|
QueMasDa écrit : Le Combat Ordinaire Tome 4 - Planter des clous
M. Larcenet - publié chez Dagaud
Manu Larcenet est un artiste. Il sait dire les émotions humaines. Les prendre délicatement dans son hypothalamus, amas biologique ; les déposer sur un support minéral et organique ; par le biais de couleurs, de mots, de papier, de dessins… Avec la conviction délirante, ou peut-être simplement l’espoir, que ces émotions s’en iront revivre (intactes !) dans l’esprit d’un autre être humain. Folie ! Simplement en lisant sa BD !
Voilà pour moi la définition la plus simple de la démarche artistique : l’émotion partagé avec l’autre. Manu est un artiste. Quand il rit nous rions. En tous cas moi il me fait rire. Quand il pleure j’ai la gorge serrée. Quand Manu, ou plutôt son alter ego Marco, est en colère, amoureux, quand il a peur… quand il aime, cela résonne en moi.
Mais voilà, quand Larcenet est en proie au doute et à la désillusion cela me renvoi à mes propre doutes et déceptions. « Planter des clous » est tout entier baigné dans cette ambiance aquoibonniste ou tout semble tellement dérisoire. Même les colères passées. Alors que Marco(Manu) était encore dégoûté par la présence du borgne au 2ème tour de 2002, Manu(Marco) accueille l’élection de Grincheux 2007 avec une apathie teinté de désenchantement, au milieu des vestiges de la fin d’un monde. Celui de son enfance. Parmi les ouvriers de l’usine métallurgique condamnée à fermeture par délocalisation.
Là est le centre de sa BD : la saoûlographie nocturne et désenchanté de Marco et son pote retraité syndicaliste. Et le long monologue amer de ce dernier.
Amertume. Désillusion. Désenchantement.
Pas seulement. Bien sûr l’idée véhiculé par le titre nous laisse un espoir d’échapper au suicide ; malgré tout, même si c’est dérisoire oeuvrons pour améliorer le monde avec nos moyen, en faisant ce que nous savons faire. Et si nous ne savons que planter des clous, plantons des clous.
Voilà. Il n’y a pas que ça dans cette BD mais je vous laisse découvrir le reste, parce que quoi qu’il en soit, cette bd est incontournable.
Je finirai par une petite digression personnelle. Dans certaines philosophies occidentales et orientales, la désillusion voir le désespoir sont considéré comme un passage vers la sagesse. Il s’agit de considérer la réalité sans fard, sans illusion, sans espérance et de l’accepter pour ce qu’elle est.
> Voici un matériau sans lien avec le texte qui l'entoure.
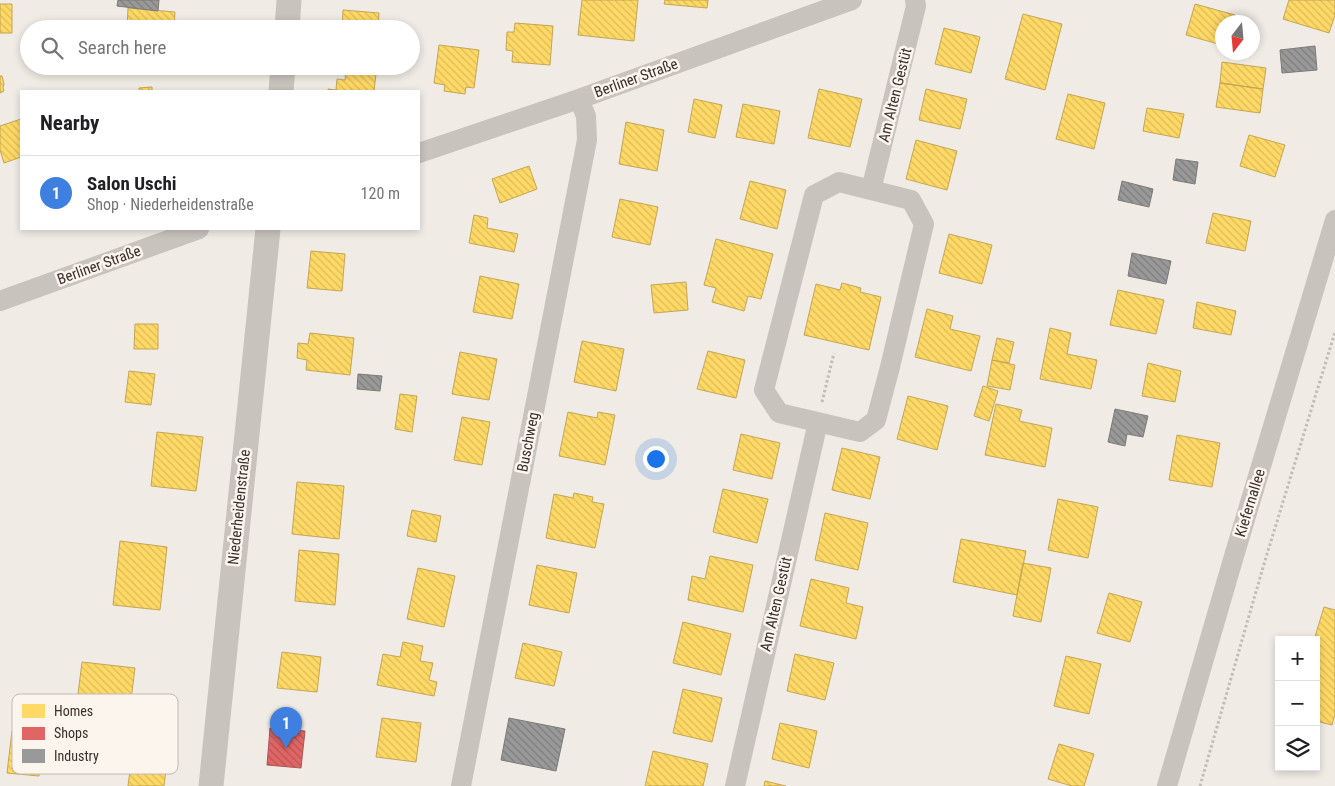 <!DOCTYPE html>
<html lang="en">
<head>
<meta charset="utf-8">
<style>
	:root { --surface:#fff; --page:#f2f2f2; --text:#202124; --muted:#757577; --line:#e0e0e0; --accent:#111827 }
	body { margin:0; font-family:"Roboto Condensed",sans-serif; background:var(--page); color:var(--text) }
	.controls { position:absolute; right:15px; bottom:15px; display:grid; overflow:hidden; border-radius:0px; box-shadow:0 2px 8px #0003 }
	.controls button { width:45px; height:45px; display:grid; place-items:center; padding:0; border:0; border-bottom:1px solid var(--line); background:var(--surface); color:var(--text); font:25px sans-serif }
	.compass { position:absolute; left:1215px; top:15px; width:45px; height:45px; border-radius:50%; background:var(--surface); box-shadow:0 2px 8px #0003; rotate:196deg }
	.you { position:absolute; left:655px; top:458px; width:18px; height:18px; margin:-12px; border:4px solid #fff; border-radius:50%; background:#1a73e8; box-shadow:0 0 0 8px #1a73e833 }
	.badge { display:grid; place-items:center; width:32px; height:32px; border-radius:50%; background:var(--accent); color:#fff; font-size:16px; font-weight:700 }
	.pin { position:absolute; translate:-50% -41px; filter:drop-shadow(0 1px 2px #0008) }
	.pin::after { content:''; position:absolute; top:26px; width:18px; height:15px; background:inherit; clip-path:polygon(0 0,100% 0,50% 100%) }
	.list { margin:0; padding:0; list-style:none }
	h2 { display:flex; justify-content:space-between; align-items:center; height:65px; margin:0; padding:0 20px; font-size:21px }
	h2 small { font-size:16px; font-weight:400; color:var(--muted) }
	.list li { display:grid; grid-template-columns:32px 1fr auto; gap:15px; align-items:center; box-sizing:border-box; height:75px; padding:0 20px; border-top:1px solid var(--line) }
	.list b { display:block; font-size:19px; white-space:nowrap }
	.list p { margin:0; font-size:16px; white-space:nowrap; color:var(--muted) }
	.list em { font-size:16px; font-style:normal; color:var(--muted) }
	.icon { flex:none; width:28px; height:28px; fill:none; stroke:currentColor; stroke-width:2; stroke-linecap:round; stroke-linejoin:round }
	.map { position:relative; flex:none; width:1335px; height:786px; overflow:hidden }
	.search { position:absolute; background:var(--surface); box-shadow:0 2px 8px #0003; left:20px; top:20px; width:400px; height:55px; display:flex; align-items:center; gap:12px; box-sizing:border-box; padding:0 18px; border-radius:28px; color:var(--muted); font-size:19px }
	.panel { position:absolute; background:var(--surface); box-shadow:0 2px 8px #0003; left:20px; top:90px; width:400px; height:140px; border-radius:0px }
	.map>svg:first-child { display:block }
	.homes { fill:url(#homes-back-hatch); stroke:#c4a654 }
	.shops { fill:url(#shops-back-hatch); stroke:#ae5654 }
	.industry { fill:url(#industry-back-hatch); stroke:#7d7a78 }
	.lines { fill:none; stroke-linecap:round; stroke-linejoin:round }
	.path { stroke:#c2bbb6; stroke-width:3; stroke-dasharray:2.5 2.5; stroke-linecap:butt }
	.minor { stroke:#c9c3be; stroke-width:20 }
	.tertiary { stroke:#c9c3be; stroke-width:25 }
	.labels { text-anchor:middle; dominant-baseline:central; stroke-width:5; stroke-linejoin:round; paint-order:stroke }
	.street-label { font-size:15px; fill:#3b302b; stroke:#fbf5ee }
	.key { fill:#fbf5ee; stroke:#c1bab4; stroke-width:1 }
	.key-label { font-size:14px; fill:#3b302b }
</style>
</head>
<body>
<div class="map">
<svg width="1335" height="786" viewBox="0 0 1335 786">
	<defs>
		<pattern id="homes-back-hatch" width="6" height="6" patternUnits="userSpaceOnUse" patternTransform="scale(1.25)"><rect width="6" height="6" fill="#ffd966"/><path d="M-1 5l2 2M0 0l6 6M5-1l2 2" fill="none" stroke="#dbbb59"/></pattern>
		<pattern id="shops-back-hatch" width="6" height="6" patternUnits="userSpaceOnUse" patternTransform="scale(1.25)"><rect width="6" height="6" fill="#e06666"/><path d="M-1 5l2 2M0 0l6 6M5-1l2 2" fill="none" stroke="#b75454"/></pattern>
		<pattern id="industry-back-hatch" width="6" height="6" patternUnits="userSpaceOnUse" patternTransform="scale(1.25)"><rect width="6" height="6" fill="#999"/><path d="M-1 5l2 2M0 0l6 6M5-1l2 2" fill="none" stroke="#7e7d7d"/></pattern>
	</defs>
	<rect width="100%" height="100%" fill="#f0ebe5"/>
	<path class="homes" d="M582,0H638L634,41L578,35Z
		M665,0H708L707,8L664,4Z
		M1289,0H1335V15L1329,33L1283,19Z
		M0,4H12V33H0Z
		M1195,4L1235,15L1233,22H1222V45L1186,35Z
		M128,8L175,12L174,29H127Z
		M343,10L379,13L378,29H342Z
		M1023,14L1062,24L1045,90L1005,79Z
		M515,23L553,26L550,65L512,62L513,51L506,50L507,32H514Z
		M944,28L980,37L971,73L935,64Z
		M439,45L479,50L474,88L466,87L465,94L444,91L445,85L434,83Z
		M1222,62L1266,68L1263,89L1220,83Z
		M346,71L376,74L374,91H328V89L336,90L337,79L345,80Z
		M0,76H2L4,84L3,88L4,91L0,93Z
		M1220,83L1263,89L1260,113L1216,107Z
		M152,87V91H139V88Z
		M819,89L862,99L850,147L808,138Z
		M926,89L967,99L960,129L919,120Z
		M1068,94L1105,103L1094,149L1056,139Z
		M694,99L722,105L715,138L688,132Z
		M743,104L780,111L774,144L736,137Z
		M1147,108L1184,114L1179,138L1143,131Z
		M21,119V157L4,163L0,150V126Z
		M626,122L664,130L657,171L619,164Z
		M1249,135L1285,145L1275,177L1240,166Z
		M916,140L957,151L947,190L906,179Z
		M529,166L537,189L500,203L492,179Z
		M750,181L786,190L777,229L740,219Z
		M620,199L658,207L650,245L612,237Z
		M1213,213L1251,221L1245,251L1206,243Z
		M474,215L488,218L487,228L518,234L514,252L469,243Z
		M949,234L992,245L982,284L939,273Z
		M716,239L773,254L761,299L748,296L744,311L712,302L716,288L704,285Z
		M311,251L345,254L342,291L307,288Z
		M480,276L519,284L512,319L473,312Z
		M686,282L688,310L654,313L651,285Z
		M842,283L861,288L860,292L881,297L869,350L804,335L816,284L840,290Z
		M1118,290L1164,300L1156,334L1110,325Z
		M1197,302L1236,311L1231,335L1193,328Z
		M927,309L953,316L950,329L980,336L971,371L915,357Z
		M135,324H158V349H134Z
		M1050,328L1071,333L1067,354L1097,360L1091,389L1040,379Z
		M310,333L354,338L350,375L306,370L307,360L297,358L298,343L308,344Z
		M997,338L1014,342L1009,363L992,360Z
		M582,341L624,349L616,391L574,382Z
		M708,351L745,360L736,398L697,389Z
		M460,352L497,359L489,400L452,394Z
		M992,360L1015,365L1010,390L987,386Z
		M1148,363L1181,371L1175,402L1142,396Z
		M129,371L155,374L151,405L125,402Z
		M983,386L998,391L989,421L974,416Z
		M400,394L417,396L412,432L395,429Z
		M908,396L948,406L937,450L897,439Z
		M996,404L1022,410L1019,421L1052,428L1045,467L985,455Z
		M568,412L597,418L598,412L615,415L605,465L559,456Z
		M462,417L490,422L482,465L454,460Z
		M157,432L203,437L196,491L151,486Z
		M741,434L780,443L772,479L733,470Z
		M1177,435L1220,443L1212,487L1169,480Z
		M842,448L880,457L870,499L832,490Z
		M297,482L344,486L339,539L292,534Z
		M723,489L768,499L757,543L713,532Z
		M574,493L593,497L592,502L604,504L595,548L546,538L554,494L573,498Z
		M1058,499L1098,507L1088,558L1048,550Z
		M412,510L441,516L436,542L407,536Z
		M825,513L868,523L858,570L815,560Z
		M961,539L1026,551L1017,595L953,582Z
		M120,541L167,547L160,610L113,605Z
		M299,550L339,554L335,605L295,601Z
		M710,556L753,565L743,612L688,600L692,576L705,579Z
		M1023,563L1051,568L1041,622L1013,616Z
		M537,565L577,573L569,613L529,605Z
		M418,568L455,576L444,627L407,619Z
		M811,579L849,588L846,603L863,607L856,639L800,626Z
		M1109,593L1142,602L1130,642L1097,633Z
		M1324,607L1335,610V714L1332,725L1316,721V640H1314Z
		M683,622L731,634L721,675L673,663Z
		M403,642L423,646L420,661L433,663L429,680L437,682L434,696L377,685L383,654L400,657Z
		M523,643L562,652L554,686L515,678Z
		M282,652L321,657L317,692L277,688Z
		M795,654L834,663L825,700L787,691Z
		M1066,656L1101,664L1089,714L1054,706Z
		M82,662L135,668L131,700L78,694Z
		M683,689L722,698L712,742L673,733Z
		M382,718L421,723L416,762L376,757Z
		M780,723L817,731L809,768L772,759Z
		M12,731L43,734L39,776L7,773Z
		M1059,744L1094,754L1084,786H1072L1048,779Z
		M133,747L168,752L164,786H128Z
		M653,751L708,764L703,786H645Z
		M765,781L786,786H764Z"/>
	<path class="shops" d="M270,728L305,731L301,768L267,765Z"/>
	<path class="industry" d="M118,0H159L158,11L117,6Z
		M1315,46L1317,70L1282,73L1280,50Z
		M1176,159L1198,162L1195,184L1173,180Z
		M1122,181L1153,189L1149,207L1118,200Z
		M1132,253L1171,261L1166,284L1128,276Z
		M358,374L382,376L380,391L357,389Z
		M1115,409L1148,416L1143,437L1127,434L1125,446L1108,442Z
		M509,718L565,729L556,771L501,760Z"/>
	<g class="lines">
		<path class="path" d="M822,402L834,353
			M1200,786L1264,564L1335,332"/>
		<path class="minor" d="M419,153L579,99L852,0
			M839,182L911,200L924,224L890,367L876,420L860,432L779,413L764,390L814,195Z
			M871,190L916,6L915,0
			M0,301L199,229
			M461,786L587,140L586,116L579,99
			M735,786L818,422
			M1167,786L1234,556L1335,220"/>
		<path class="tertiary" d="M287,29L289,0
			M281,91L283,66
			M211,786L268,229"/>
	</g>
	<g class="labels">
		<g class="street-label">
			<text transform="translate(636 78) rotate(-20)">Berliner Straße</text>
			<text transform="translate(895 95) rotate(-76)">Am Alten Gestüt</text>
			<text transform="translate(99 265) rotate(-20)">Berliner Straße</text>
			<text transform="translate(528 442) rotate(-79)">Buschweg</text>
			<text transform="translate(1250 503) rotate(-73)">Kiefernallee</text>
			<text transform="translate(239 507) rotate(-84)">Niederheidenstraße</text>
			<text transform="translate(776 604) rotate(-77)">Am Alten Gestüt</text>
		</g>
	</g>
	<rect x="12" y="694" width="166" height="80" rx="8" class="key"/>
	<rect x="22" y="704" width="23" height="14" fill="#ffd966"/>
	<rect x="22" y="727" width="23" height="13" fill="#e06666"/>
	<rect x="22" y="749" width="23" height="14" fill="#999"/>
	<g class="key-label">
		<text x="54" y="716">Homes</text>
		<text x="54" y="738">Shops</text>
		<text x="54" y="761">Industry</text>
	</g>
</svg>
<div class="controls">
<button>+</button>
<button>−</button>
<button><svg class="icon" aria-label="layers" viewBox="0 0 24 24"><path d="M12 4l9 5-9 5-9-5zM3 14l9 5 9-5"/></svg></button>
</div>
<svg class="compass" viewBox="-18 -18 36 36"><path d="M0-13l5 13h-10z" fill="#e53935"/><path d="M0 13l5-13h-10z" fill="#757577"/></svg>
<div class="you"></div>
<div class="pin badge" style="left:286px;top:748px;background:#3f7fe0">1</div>
<div class="search"><svg class="icon" aria-label="search" viewBox="0 0 24 24"><circle cx="10" cy="10" r="6"/><path d="M15 15l6 6"/></svg>Search here</div>
<section class="panel">
<h2>Nearby<small></small></h2>
<ul class="list">
<li><span class="badge" style="background:#3f7fe0">1</span><div><b>Salon Uschi</b><p>Shop · Niederheidenstraße</p></div><em>120 m</em></li>
</ul>
</section>
</div>
</body>
</html>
De ce point de passage plusieurs chemins se présentent :
L’un mène à l’aigreur, la tristesse, la misanthropie, à l'inaction. Et transforme l'humour en sarcasme. Ce chemin peut inciter à tourner en ridicule les tentatives maladroites d’un chanteur peu inspiré, mais sincère dans son désir de militer pour un monde meilleurs.
L’autre mène à la sagesse, à l’action même si elle est sans illusion, à l’amour de cette action, à l’amour du monde vrai (sortie de la Matrice, même si ce monde est moche). A l'humour et à l'auto dérision. Ce chemin mène à planter des clous. Et à l’indulgence envers ceux qui les plantent maladroitement.
Le dernier tome de Larcenet nous laisse à la croisée des chemins. …et c’est con pour un dernier tome.